Location and logistics matter
Duck & Dive’s Ultimo pool classes were full, but Artarmon had space. I wasn’t sure how tricky the drive from Bondi would be, but I have to say it worked really well for us. I drive to the pool from Bondi in 25 minutes. The parking is just next to the pool, so it’s so easy to drive in, change the baby to the swimmers and then jump to the pool. At the end of the day the logistics is really important when you try to change both yourself and the baby. Location and transport obviously matters even more so if you are using public transport.
What have we learned?
At the beginning I wasn’t sure whether my son will learn anything, the first classes he was so much more interested to look around the new environment rather than being in the water. However, every week we learned something new and suddenly our baby started kicking and smiling in the water. We learned how to submerge him, and now we as parents are confident to submerge him ourselves when we go to swimming pool on the weekends. He seems to like being in the water, and he is very comfortable when we submerge him. He knows some water safety basics like holding on my top or the edge of the pool, he kicks and splashes with his legs and hands.

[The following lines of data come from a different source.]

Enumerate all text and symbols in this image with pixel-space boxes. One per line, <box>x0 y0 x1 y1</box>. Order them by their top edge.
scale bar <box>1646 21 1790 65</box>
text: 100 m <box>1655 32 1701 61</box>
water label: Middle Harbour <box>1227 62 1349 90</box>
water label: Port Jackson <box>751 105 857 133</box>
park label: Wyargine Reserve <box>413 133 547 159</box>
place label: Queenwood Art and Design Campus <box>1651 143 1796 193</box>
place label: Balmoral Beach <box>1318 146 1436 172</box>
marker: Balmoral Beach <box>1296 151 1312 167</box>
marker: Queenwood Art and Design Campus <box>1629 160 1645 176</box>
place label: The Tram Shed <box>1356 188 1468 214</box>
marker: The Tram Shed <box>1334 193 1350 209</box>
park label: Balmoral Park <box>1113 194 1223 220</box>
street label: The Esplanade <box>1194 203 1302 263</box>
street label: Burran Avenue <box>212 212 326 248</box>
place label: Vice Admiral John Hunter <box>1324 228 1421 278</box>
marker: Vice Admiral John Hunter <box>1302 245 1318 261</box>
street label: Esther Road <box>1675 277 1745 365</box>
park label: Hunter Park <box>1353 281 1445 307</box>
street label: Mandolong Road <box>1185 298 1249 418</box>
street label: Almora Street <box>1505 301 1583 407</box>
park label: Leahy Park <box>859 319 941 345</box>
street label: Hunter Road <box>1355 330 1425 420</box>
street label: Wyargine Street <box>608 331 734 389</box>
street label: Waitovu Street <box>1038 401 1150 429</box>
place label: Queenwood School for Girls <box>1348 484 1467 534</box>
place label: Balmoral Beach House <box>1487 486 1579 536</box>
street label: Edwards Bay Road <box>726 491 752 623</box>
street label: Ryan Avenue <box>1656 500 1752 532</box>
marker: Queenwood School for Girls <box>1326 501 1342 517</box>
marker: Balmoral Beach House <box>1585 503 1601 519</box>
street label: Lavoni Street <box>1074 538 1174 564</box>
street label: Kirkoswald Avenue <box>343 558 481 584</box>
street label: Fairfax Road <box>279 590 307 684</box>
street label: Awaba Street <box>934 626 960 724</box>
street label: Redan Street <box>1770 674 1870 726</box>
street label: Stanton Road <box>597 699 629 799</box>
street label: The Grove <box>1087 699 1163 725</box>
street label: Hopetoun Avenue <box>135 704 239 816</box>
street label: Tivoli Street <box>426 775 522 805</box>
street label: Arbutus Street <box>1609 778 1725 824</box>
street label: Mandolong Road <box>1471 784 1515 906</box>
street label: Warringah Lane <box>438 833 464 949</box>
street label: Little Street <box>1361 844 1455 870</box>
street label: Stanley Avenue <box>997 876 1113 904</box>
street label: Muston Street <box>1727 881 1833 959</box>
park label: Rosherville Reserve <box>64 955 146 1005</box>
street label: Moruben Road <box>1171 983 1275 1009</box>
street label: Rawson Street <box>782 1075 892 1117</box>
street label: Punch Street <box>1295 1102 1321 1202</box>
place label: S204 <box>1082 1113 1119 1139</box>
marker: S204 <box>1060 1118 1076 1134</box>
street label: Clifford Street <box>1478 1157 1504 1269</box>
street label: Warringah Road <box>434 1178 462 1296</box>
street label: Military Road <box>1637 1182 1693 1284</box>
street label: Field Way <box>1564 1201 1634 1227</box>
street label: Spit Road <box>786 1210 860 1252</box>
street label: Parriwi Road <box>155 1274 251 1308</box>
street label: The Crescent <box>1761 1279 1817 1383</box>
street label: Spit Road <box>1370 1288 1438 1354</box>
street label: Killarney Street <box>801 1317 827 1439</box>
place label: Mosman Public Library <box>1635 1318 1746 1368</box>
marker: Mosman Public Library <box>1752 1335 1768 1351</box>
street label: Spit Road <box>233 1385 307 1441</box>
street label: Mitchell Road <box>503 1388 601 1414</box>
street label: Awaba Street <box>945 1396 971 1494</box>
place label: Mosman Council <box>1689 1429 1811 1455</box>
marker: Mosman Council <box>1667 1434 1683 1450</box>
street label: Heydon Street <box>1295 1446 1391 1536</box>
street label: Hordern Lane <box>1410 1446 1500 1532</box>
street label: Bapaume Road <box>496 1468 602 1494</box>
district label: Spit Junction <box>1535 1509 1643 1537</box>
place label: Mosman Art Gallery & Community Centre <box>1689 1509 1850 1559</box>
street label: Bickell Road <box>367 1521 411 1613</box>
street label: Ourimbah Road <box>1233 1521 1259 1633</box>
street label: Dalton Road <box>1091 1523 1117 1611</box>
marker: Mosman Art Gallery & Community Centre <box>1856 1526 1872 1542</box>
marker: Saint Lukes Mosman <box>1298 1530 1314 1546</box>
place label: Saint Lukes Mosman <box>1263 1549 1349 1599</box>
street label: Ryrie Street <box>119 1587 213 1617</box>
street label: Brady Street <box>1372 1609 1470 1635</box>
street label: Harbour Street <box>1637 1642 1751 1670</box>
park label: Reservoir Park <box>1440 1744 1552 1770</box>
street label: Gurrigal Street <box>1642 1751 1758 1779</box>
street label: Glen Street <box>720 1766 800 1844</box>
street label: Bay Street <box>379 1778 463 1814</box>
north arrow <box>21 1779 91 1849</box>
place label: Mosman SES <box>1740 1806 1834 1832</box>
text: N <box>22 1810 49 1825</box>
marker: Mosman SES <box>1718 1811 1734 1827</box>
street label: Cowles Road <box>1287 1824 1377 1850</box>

Now when I look back, I think four to six months age is really good age to start. Babies are more manageable with regards of their feeding and napping schedules, and they are also more alert and can get a bit more out of the swimming classes. Basically if your baby is under one year it’s a good time to start, after one year of age the fear factor can start kicking in. However, don’t panick if you can’t get your baby to swim school before one year of age. They are still so little and sometimes we parents seem to forget that there is no rush. There is several toddlers and kids who start swimming hobby later and they absolutely love the water. I would recommend to ask more details about toddler and kids groups from your local swim school.